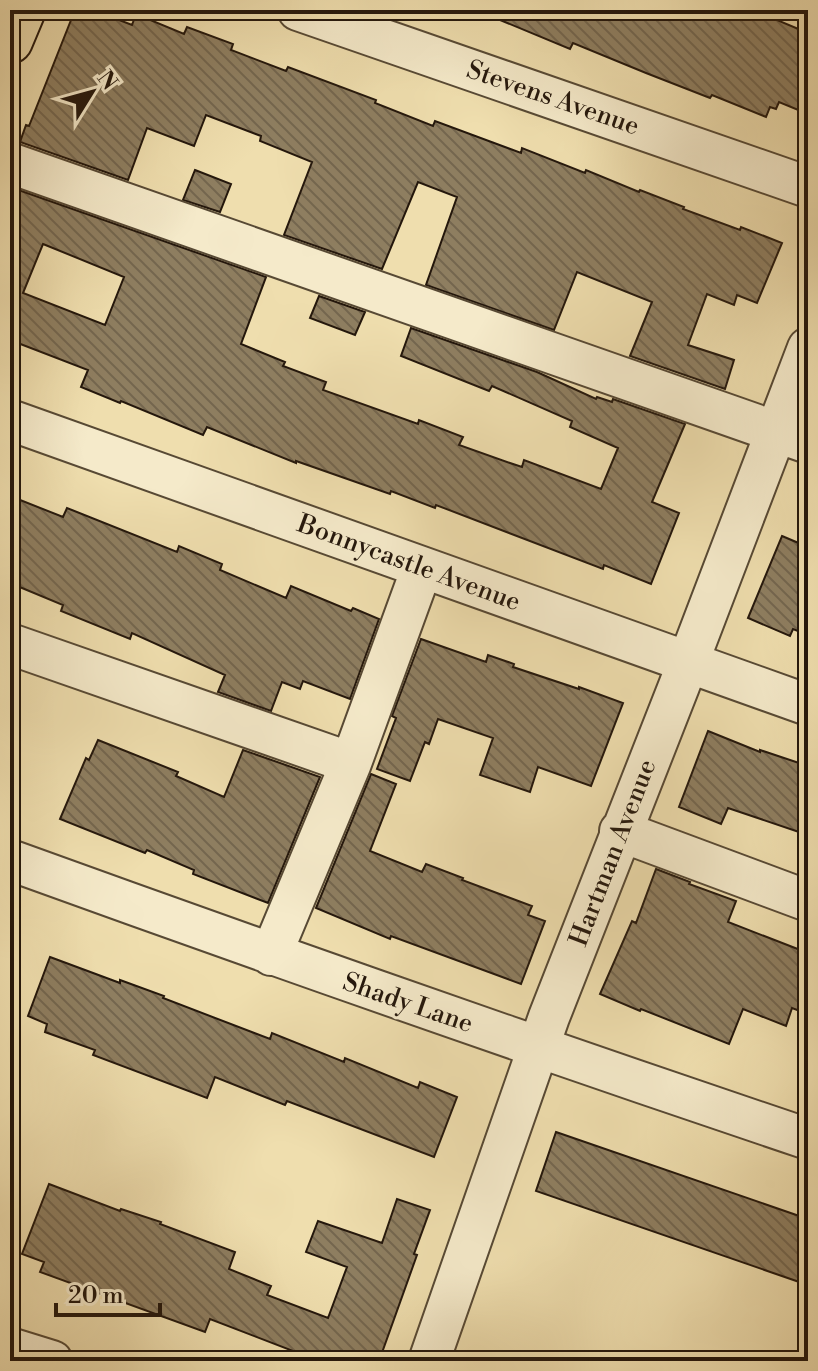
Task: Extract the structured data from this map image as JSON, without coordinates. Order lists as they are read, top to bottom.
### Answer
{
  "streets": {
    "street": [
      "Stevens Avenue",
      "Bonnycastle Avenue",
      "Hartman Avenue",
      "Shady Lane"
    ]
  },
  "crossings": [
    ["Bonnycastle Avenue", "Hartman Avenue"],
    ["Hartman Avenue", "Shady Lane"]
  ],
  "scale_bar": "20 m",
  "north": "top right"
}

Description of the task: Please return the full listing word for word, but without any pictures.

Exercise result:
Task: Extract the structured data from this map image as JSON, without coordinates. Order lists as they are read, top to bottom.
### Answer
{
  "streets": {
    "street": [
      "Stevens Avenue",
      "Bonnycastle Avenue",
      "Hartman Avenue",
      "Shady Lane"
    ]
  },
  "crossings": [
    ["Bonnycastle Avenue", "Hartman Avenue"],
    ["Hartman Avenue", "Shady Lane"]
  ],
  "scale_bar": "20 m",
  "north": "top right"
}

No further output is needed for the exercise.